Archive

Archive for October, 2011

Send a post to reddit from Python

October 30, 2011 1 comment

Problem
How to send a post to reddit.com from a Python script? Motivation: when you send a post, you have to wait 8 minutes before you could send the next one. Imagine you have 10 posts to submit. It’d be nice to launch a script at night which would send everything till next morning.

Submit a post
Now I only show how to send one post. Batch processing is left as a future project.

The official Reddit API is here. There is a wrapper for it called reddit_api, which greatly simplifies its usage.

Install reddit_api:

sudo pip install reddit

Submit a post:

#!/usr/bin/env python

import reddit

subreddit = '...' # name of the subreddit where to send the post
url = '...'       # what you want to send
title = '...'     # title of your post

# change user_agent if you want:
r = reddit.Reddit(user_agent="my_cool_application")
# your username and password on reddit:
r.login(user="...", password="...")

# the output is a JSON text that contains the link to your post:
print r.submit(subreddit, url, title)

Submit a comment (update, 20111107)
Let’s see how to add a comment to a post. First, we need the URL of a post.

Example: http://www.reddit.com/r/thewalkingdead/comments/lkycy/that_look_on_the_kids_face/. Here, the last part of the URL is just garbage, the following URL is equivalent with it: http://www.reddit.com/r/thewalkingdead/comments/lkycy. The unique ID of the post is the last part: “lkycy”. Thus, this image can be accessed via this URL too: http://www.reddit.com/lkycy.
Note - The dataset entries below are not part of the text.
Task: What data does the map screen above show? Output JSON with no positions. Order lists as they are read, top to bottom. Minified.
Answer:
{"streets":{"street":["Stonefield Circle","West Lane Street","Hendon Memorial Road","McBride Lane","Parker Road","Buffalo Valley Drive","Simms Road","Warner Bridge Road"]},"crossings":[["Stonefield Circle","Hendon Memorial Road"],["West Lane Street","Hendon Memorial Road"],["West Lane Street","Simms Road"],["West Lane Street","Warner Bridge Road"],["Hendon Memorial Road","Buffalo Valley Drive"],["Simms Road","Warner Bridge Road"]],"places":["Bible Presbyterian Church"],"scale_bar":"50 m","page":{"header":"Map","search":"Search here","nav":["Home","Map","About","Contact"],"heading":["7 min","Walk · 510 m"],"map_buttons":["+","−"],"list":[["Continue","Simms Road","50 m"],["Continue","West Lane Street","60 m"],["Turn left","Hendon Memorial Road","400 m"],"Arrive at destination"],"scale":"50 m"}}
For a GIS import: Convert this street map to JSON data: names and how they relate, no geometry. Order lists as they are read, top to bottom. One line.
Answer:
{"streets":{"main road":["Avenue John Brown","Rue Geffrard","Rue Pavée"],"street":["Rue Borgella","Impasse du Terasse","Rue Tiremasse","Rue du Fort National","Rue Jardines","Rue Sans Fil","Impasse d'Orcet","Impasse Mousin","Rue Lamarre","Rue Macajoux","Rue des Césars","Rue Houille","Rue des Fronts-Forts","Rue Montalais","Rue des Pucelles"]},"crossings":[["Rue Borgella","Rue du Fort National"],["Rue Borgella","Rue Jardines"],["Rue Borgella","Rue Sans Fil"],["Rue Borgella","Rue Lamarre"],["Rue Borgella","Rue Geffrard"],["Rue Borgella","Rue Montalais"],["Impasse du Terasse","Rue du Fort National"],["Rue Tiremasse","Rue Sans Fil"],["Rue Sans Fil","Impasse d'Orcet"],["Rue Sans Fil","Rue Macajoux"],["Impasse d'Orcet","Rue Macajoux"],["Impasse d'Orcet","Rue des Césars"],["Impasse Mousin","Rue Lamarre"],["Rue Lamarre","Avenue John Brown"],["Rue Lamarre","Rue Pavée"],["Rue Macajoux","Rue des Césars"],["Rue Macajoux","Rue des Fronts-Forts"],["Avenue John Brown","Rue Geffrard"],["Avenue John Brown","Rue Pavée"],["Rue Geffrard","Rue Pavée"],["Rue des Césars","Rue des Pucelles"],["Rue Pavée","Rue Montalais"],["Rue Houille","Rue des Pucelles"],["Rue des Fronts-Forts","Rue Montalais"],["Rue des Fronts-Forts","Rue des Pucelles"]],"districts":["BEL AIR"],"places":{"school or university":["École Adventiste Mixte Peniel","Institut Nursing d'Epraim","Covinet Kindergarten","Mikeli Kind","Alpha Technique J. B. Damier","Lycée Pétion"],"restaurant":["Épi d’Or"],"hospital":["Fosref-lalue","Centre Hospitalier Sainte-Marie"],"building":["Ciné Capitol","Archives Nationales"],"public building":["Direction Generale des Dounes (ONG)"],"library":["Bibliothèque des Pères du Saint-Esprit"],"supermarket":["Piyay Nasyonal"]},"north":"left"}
Now, let’s log in to reddit, fetch the post by its ID and add a comment.

def get_reddit_id(url):
    result = re.search('/comments/(.*?)/', url)
    return result.group(1)

def add_comment(r, reddit_url):
    reddit_id = get_reddit_id(reddit_url)
    post = r.get_submission_by_id(reddit_id)
    comment = "first"   # just to make reddit happy ;)
    post.add_comment(comment)
    print '# comment added:', comment

def main():
    r = reddit.Reddit(user_agent="my_cool_application")
    r.login(user="...", password="...")
    reddit_url = ...
    add_comment(r, reddit_url)

Convert a date string to a date object

October 30, 2011 Leave a comment

Problem
I have a date string (‘Sat, 29 Oct 2011 18:32:56 GMT’) that I want to convert to a timestamp (‘2011_10_29′). I want to convert ‘Oct’ to ’10’ using the standard library, I don’t want to create a string array for this with the names of the months.

Solution

>>> from datetime import datetime
>>> s = 'Sat, 29 Oct 2011 18:32:56 GMT'
>>> s.split()[1:4]
['29', 'Oct', '2011']
>>> year, month, day = s.split()[1:4][::-1]
>>> year, month, day
('2011', 'Oct', '29')
>>> if len(day) == 1:
...     day = '0' + day
...   
>>> date = datetime.strptime("{yyyy} {Mmm} {dd}".format(yyyy=year, Mmm=month, dd=day), "%Y %b %d")
>>> template = "{year}_{month:02}_{day:02}"
>>> template.format(year=date.year, month=date.month, day=date.day)
'2011_10_29'

I used this conversion in this source code.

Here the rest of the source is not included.